Ein solches "Angebot" macht fassungslos.
Gewerkschaft gemeinsam stark Wut Arbeitskampf nuvolanevicata, Bild-ID #117729383, Fotolia.com Das erste "Angebot" der EWE ist schlicht gesagt bodenlos.

Die EWE hat heute im Rahmen der ersten Verhandlungsrunde zu den von ver.di zum 31.10.2017 gekündigten Tabellenvergütungen ein absolut provokantes Angebot vorgelegt.

Das sogenannte "Angebot" der Arbeitgeberseite lautet:

  • 01.11.2017 bis 30.04.2018: Einmalzahlung von 360 Euro (Auszubildende: 120 Euro)
  • 01.05.2018 bis 31.12.2019: 1,8 Prozent mehr Gehalt
  • 01.01.2020 bis 31.12.2020: 1,2 Prozent mehr Gehalt

KEINERLEI Angebot gab es:

  • zur Übernahme von Auszubildenden
  • zur tarifgerechten Eingruppierung von Werkstudenten
  • zur Vorteilsregelung für Gewerkschaftsmitglieder
  • zur Nachverhandlungsklausel für den Inflationsausgleich 2017

Erste Bewertung von uns:

Das „Angebot“ mit einer Laufzeit von 38 Monaten (!) bedeutet Reallohnverzicht für unsere Mitglieder und wird den wirtschaftlichen Rahmenbedingungen des Unternehmens und den Leistungen der Beschäftigten in keiner Weise gerecht.

Es macht uns fassungslos!

Reaktion?

Zunächst sind erst einmal alle Termine der Betriebsräte und von ver.di mit der Arbeitgeberseite in dieser Woche von uns abgesagt worden.

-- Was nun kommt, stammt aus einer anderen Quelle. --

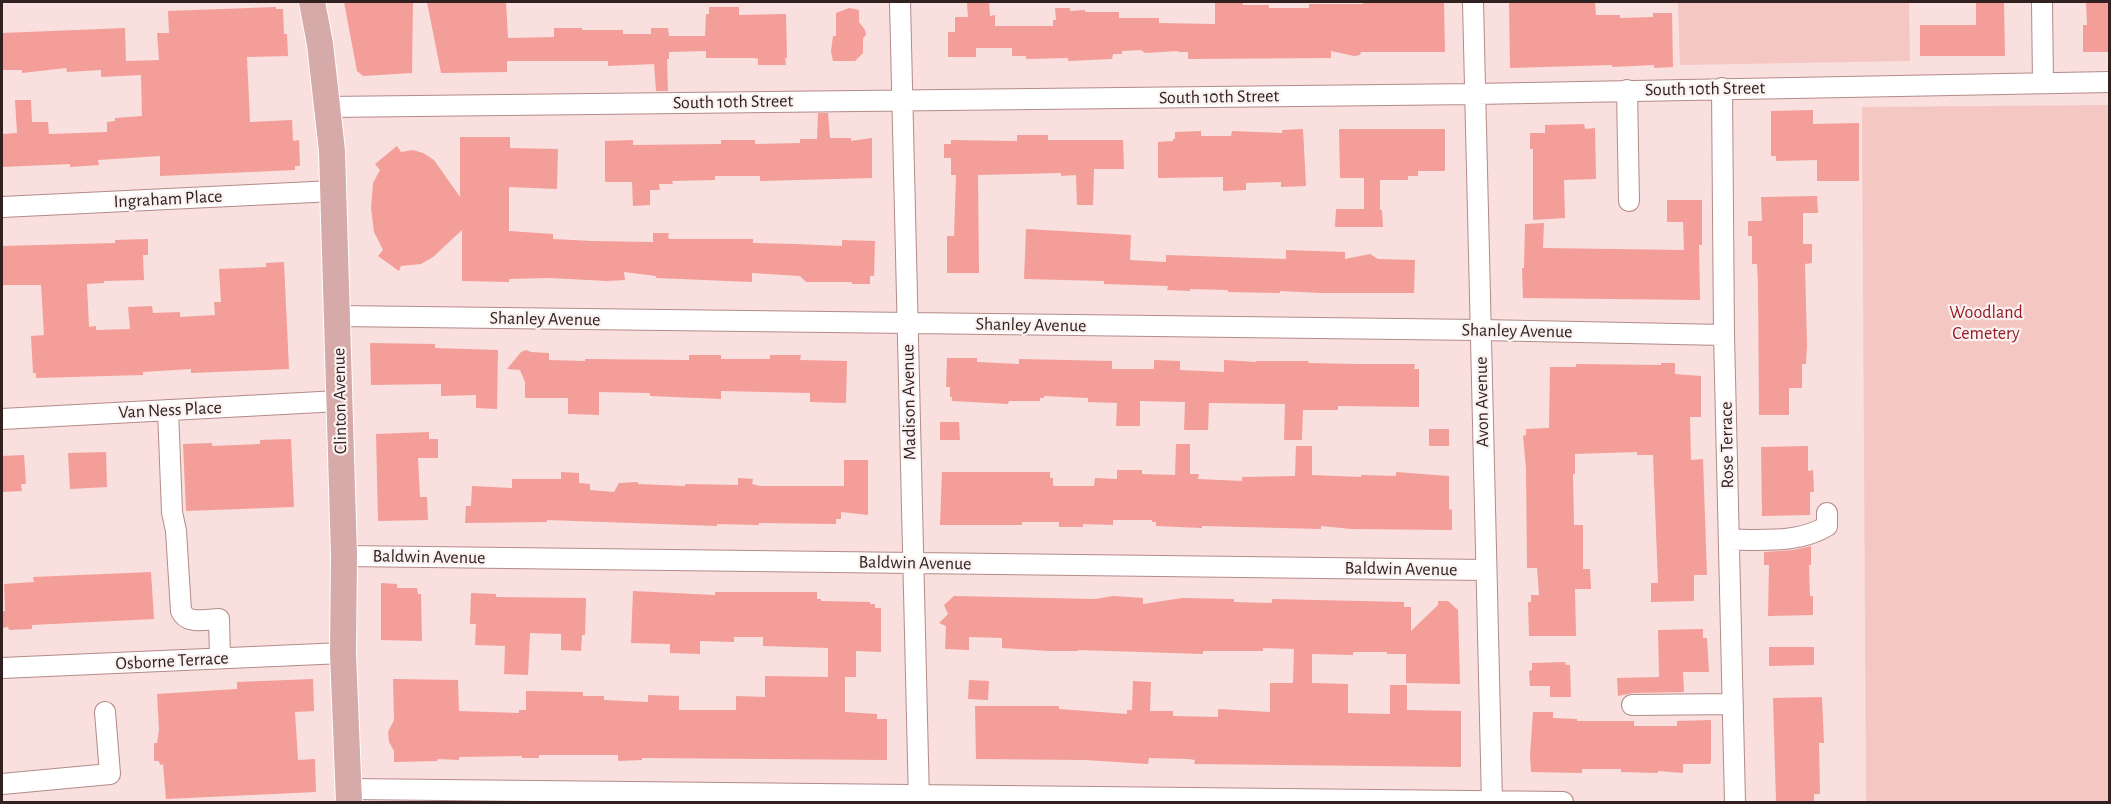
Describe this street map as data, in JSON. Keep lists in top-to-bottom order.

Das betrifft auch die Verhandlungen zu „TKE1“.

Am Freitag, den 13.10.2017 wird die ver.di Tarifkommission die weiteren Schritte beraten. Wir halten euch hier auf dem Laufenden!

Organize now: Stärker werden, Mitglied werden, mitkämpfen!

Gebt uns Rückenwind und lasst uns gemeinsam für gute Arbeit bei EWE sorgen!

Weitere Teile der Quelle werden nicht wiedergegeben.